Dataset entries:
********

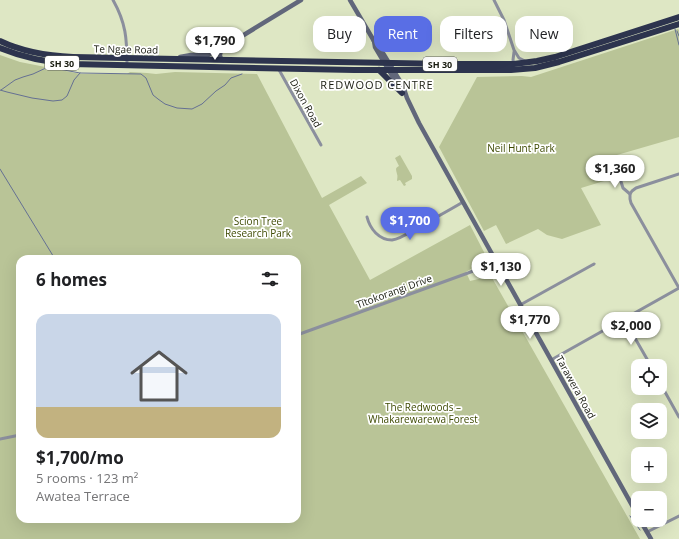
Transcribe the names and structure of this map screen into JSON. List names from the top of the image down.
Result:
{
  "streets": {
    "highway": ["Te Ngae Road", "SH 30"],
    "main road": ["Tarawera Road"],
    "street": ["Dixon Road", "Tītokorangi Drive"]
  },
  "crossings": [
    ["Te Ngae Road", "Dixon Road"],
    ["Te Ngae Road", "Tarawera Road"],
    ["Tītokorangi Drive", "Tarawera Road"]
  ],
  "districts": ["REDWOOD CENTRE"],
  "parks": ["Neil Hunt Park", "Scion Tree Research Park", "The Redwoods – Whakarewarewa Forest"],
  "page": {
    "chip": [
      "Buy",
      "Rent",
      "Filters",
      "New"
    ],
    "price": [
      "$1,790",
      "$1,360",
      "$1,700",
      "$1,130",
      "$1,770",
      "$2,000"
    ],
    "heading": "6 homes",
    "list": [
      {
        "name": "$1,700/mo",
        "note": "5 rooms · 123 m² · Awatea Terrace"
      }
    ],
    "map_buttons": ["+", "−"]
  }
}
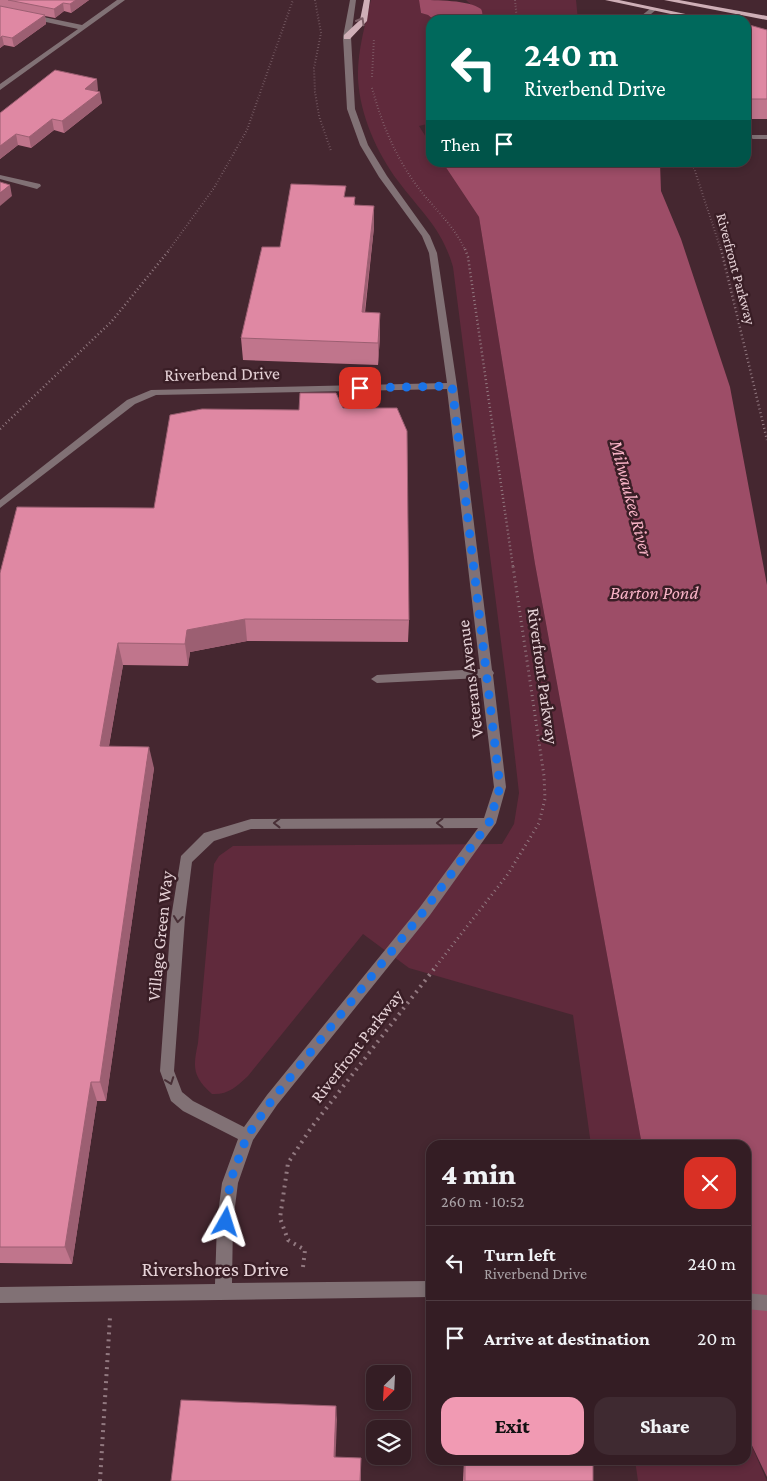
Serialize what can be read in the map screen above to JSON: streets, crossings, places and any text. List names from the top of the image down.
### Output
{
  "streets": {
    "street": [
      "Riverbend Drive",
      "Veterans Avenue",
      "Village Green Way",
      "Rivershores Drive"
    ],
    "path": ["Riverfront Parkway"]
  },
  "crossings": [
    ["Riverfront Parkway", "Rivershores Drive"],
    ["Riverbend Drive", "Veterans Avenue"],
    ["Veterans Avenue", "Village Green Way"],
    ["Veterans Avenue", "Rivershores Drive"]
  ],
  "water": ["Milwaukee River", "Barton Pond"],
  "north": "bottom left",
  "page": {
    "turn": ["240 m", "Riverbend Drive"],
    "then": "Then",
    "heading": ["4 min", "260 m · 10:52"],
    "list": [
      {
        "name": "Turn left",
        "note": "Riverbend Drive",
        "value": "240 m"
      },
      {
        "name": "Arrive at destination",
        "value": "20 m"
      }
    ],
    "buttons": ["Exit", "Share"]
  }
}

********

What is being asked =>
In your copy, please omit the pictures and print every line of the records exactly.

Result =>
Transcribe the names and structure of this map screen into JSON. List names from the top of the image down.
Result:
{
  "streets": {
    "highway": ["Te Ngae Road", "SH 30"],
    "main road": ["Tarawera Road"],
    "street": ["Dixon Road", "Tītokorangi Drive"]
  },
  "crossings": [
    ["Te Ngae Road", "Dixon Road"],
    ["Te Ngae Road", "Tarawera Road"],
    ["Tītokorangi Drive", "Tarawera Road"]
  ],
  "districts": ["REDWOOD CENTRE"],
  "parks": ["Neil Hunt Park", "Scion Tree Research Park", "The Redwoods – Whakarewarewa Forest"],
  "page": {
    "chip": [
      "Buy",
      "Rent",
      "Filters",
      "New"
    ],
    "price": [
      "$1,790",
      "$1,360",
      "$1,700",
      "$1,130",
      "$1,770",
      "$2,000"
    ],
    "heading": "6 homes",
    "list": [
      {
        "name": "$1,700/mo",
        "note": "5 rooms · 123 m² · Awatea Terrace"
      }
    ],
    "map_buttons": ["+", "−"]
  }
}
Serialize what can be read in the map screen above to JSON: streets, crossings, places and any text. List names from the top of the image down.
### Output
{
  "streets": {
    "street": [
      "Riverbend Drive",
      "Veterans Avenue",
      "Village Green Way",
      "Rivershores Drive"
    ],
    "path": ["Riverfront Parkway"]
  },
  "crossings": [
    ["Riverfront Parkway", "Rivershores Drive"],
    ["Riverbend Drive", "Veterans Avenue"],
    ["Veterans Avenue", "Village Green Way"],
    ["Veterans Avenue", "Rivershores Drive"]
  ],
  "water": ["Milwaukee River", "Barton Pond"],
  "north": "bottom left",
  "page": {
    "turn": ["240 m", "Riverbend Drive"],
    "then": "Then",
    "heading": ["4 min", "260 m · 10:52"],
    "list": [
      {
        "name": "Turn left",
        "note": "Riverbend Drive",
        "value": "240 m"
      },
      {
        "name": "Arrive at destination",
        "value": "20 m"
      }
    ],
    "buttons": ["Exit", "Share"]
  }
}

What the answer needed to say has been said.